**Stored data**
[Start of Attachment]

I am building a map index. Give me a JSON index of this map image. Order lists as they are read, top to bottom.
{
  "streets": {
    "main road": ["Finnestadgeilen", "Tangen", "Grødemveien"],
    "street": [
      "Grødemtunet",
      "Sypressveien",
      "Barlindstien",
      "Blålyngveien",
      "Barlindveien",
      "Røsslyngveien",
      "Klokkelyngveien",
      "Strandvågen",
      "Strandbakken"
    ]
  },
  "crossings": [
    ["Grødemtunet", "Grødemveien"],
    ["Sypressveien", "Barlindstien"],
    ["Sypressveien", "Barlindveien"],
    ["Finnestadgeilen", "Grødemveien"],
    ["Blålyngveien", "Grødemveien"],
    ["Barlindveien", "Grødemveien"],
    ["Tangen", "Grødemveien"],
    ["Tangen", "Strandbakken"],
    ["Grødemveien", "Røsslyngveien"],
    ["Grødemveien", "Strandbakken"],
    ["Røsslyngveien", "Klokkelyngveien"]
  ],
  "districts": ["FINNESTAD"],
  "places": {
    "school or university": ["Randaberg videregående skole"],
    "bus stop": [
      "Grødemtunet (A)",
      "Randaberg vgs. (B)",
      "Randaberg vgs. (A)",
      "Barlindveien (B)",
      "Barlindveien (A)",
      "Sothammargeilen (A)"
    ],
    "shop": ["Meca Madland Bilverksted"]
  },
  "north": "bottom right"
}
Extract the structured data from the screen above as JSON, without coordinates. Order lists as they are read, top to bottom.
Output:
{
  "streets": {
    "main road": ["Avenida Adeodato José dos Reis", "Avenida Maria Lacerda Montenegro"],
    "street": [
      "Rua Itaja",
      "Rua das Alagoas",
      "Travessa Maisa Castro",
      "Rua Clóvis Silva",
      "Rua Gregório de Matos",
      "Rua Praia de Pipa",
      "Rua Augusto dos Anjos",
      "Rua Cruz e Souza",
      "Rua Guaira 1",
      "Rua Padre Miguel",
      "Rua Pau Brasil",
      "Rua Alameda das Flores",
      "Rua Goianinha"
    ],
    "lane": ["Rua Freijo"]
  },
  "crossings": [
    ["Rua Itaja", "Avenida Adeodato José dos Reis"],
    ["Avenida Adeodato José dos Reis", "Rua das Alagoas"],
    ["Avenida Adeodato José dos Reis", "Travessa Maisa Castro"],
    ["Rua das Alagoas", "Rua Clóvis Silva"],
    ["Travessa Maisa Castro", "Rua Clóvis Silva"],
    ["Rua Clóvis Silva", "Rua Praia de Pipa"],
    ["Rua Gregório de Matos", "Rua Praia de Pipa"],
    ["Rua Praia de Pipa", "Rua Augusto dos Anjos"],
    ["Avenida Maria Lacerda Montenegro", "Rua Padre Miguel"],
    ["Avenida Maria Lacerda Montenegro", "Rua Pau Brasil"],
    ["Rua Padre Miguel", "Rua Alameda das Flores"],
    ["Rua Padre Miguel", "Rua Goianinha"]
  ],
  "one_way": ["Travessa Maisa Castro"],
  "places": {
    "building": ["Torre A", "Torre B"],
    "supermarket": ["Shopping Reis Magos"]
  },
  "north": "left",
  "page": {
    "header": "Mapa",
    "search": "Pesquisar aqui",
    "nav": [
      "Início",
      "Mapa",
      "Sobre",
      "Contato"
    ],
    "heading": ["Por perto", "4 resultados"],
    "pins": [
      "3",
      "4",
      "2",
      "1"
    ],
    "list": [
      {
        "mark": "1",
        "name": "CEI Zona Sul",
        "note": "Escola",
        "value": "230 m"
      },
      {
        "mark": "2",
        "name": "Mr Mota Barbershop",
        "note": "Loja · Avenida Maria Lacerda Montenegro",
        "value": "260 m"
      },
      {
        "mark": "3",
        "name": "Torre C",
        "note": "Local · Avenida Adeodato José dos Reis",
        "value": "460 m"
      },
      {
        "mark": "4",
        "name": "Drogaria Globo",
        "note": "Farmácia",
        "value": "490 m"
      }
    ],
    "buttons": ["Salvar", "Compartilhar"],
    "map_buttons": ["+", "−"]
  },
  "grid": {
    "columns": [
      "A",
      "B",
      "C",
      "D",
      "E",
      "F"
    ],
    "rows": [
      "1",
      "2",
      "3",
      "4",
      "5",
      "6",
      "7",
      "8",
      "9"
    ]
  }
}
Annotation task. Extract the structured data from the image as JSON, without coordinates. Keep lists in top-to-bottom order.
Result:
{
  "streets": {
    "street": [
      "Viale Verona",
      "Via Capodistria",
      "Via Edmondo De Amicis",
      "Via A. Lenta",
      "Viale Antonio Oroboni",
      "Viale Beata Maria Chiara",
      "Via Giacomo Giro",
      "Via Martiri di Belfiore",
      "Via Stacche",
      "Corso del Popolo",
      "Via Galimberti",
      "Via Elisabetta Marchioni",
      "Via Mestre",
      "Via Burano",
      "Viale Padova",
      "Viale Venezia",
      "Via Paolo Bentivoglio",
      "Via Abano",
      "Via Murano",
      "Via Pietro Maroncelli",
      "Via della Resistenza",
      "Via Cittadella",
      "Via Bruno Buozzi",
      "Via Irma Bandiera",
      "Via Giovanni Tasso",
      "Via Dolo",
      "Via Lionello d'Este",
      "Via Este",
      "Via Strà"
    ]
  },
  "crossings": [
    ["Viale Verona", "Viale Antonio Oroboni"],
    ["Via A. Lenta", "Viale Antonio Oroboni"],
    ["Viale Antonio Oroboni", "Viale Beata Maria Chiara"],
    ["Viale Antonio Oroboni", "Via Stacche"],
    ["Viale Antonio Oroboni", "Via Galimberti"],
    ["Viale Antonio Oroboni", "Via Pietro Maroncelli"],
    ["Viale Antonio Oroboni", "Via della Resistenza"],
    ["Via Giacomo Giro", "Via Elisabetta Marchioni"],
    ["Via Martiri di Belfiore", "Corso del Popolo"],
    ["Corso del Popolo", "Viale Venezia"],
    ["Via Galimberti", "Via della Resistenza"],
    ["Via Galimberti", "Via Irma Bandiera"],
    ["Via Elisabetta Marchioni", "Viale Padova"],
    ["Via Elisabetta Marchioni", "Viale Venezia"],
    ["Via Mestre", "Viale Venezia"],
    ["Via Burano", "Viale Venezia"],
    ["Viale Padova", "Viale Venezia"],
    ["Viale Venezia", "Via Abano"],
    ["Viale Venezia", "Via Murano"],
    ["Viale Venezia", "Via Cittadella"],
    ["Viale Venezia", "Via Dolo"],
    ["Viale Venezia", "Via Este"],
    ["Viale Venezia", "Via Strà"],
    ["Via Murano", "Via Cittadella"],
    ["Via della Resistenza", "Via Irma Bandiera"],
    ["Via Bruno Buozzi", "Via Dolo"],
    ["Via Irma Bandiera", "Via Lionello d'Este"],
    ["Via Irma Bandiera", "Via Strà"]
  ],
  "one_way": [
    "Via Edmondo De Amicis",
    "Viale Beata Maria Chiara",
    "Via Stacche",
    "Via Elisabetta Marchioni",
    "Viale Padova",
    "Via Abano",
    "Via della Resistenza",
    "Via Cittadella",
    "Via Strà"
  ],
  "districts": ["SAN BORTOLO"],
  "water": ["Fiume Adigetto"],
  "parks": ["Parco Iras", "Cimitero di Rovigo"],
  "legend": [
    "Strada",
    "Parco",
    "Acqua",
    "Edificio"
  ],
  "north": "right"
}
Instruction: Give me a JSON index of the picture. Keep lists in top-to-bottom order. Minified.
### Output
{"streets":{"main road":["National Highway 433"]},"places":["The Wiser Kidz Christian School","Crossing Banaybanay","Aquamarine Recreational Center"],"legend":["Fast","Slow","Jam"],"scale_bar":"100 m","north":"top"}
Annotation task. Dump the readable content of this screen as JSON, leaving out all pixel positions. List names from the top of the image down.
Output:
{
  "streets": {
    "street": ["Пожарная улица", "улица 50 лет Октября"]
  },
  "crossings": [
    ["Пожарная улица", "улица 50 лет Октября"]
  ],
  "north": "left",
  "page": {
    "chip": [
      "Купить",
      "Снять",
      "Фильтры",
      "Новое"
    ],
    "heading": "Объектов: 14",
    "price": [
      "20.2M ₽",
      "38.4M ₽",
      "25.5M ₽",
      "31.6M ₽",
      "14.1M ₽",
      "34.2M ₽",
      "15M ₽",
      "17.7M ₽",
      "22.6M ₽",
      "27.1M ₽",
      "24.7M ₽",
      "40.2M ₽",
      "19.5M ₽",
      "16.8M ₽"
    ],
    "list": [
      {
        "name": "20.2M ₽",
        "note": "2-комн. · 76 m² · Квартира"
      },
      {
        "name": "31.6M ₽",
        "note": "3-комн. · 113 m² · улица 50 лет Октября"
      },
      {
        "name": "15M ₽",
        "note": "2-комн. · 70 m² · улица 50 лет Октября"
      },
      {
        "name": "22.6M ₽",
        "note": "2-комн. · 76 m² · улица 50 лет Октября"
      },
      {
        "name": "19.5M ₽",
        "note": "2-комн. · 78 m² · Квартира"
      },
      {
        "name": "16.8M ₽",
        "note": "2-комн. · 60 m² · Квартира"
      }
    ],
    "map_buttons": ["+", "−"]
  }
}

[End of Attachment]

**Task prompt**
Show me every line in the data above that includes "Stacche".

**Answer to this exercise**
      "Via Stacche",
    ["Viale Antonio Oroboni", "Via Stacche"],
    "Via Stacche",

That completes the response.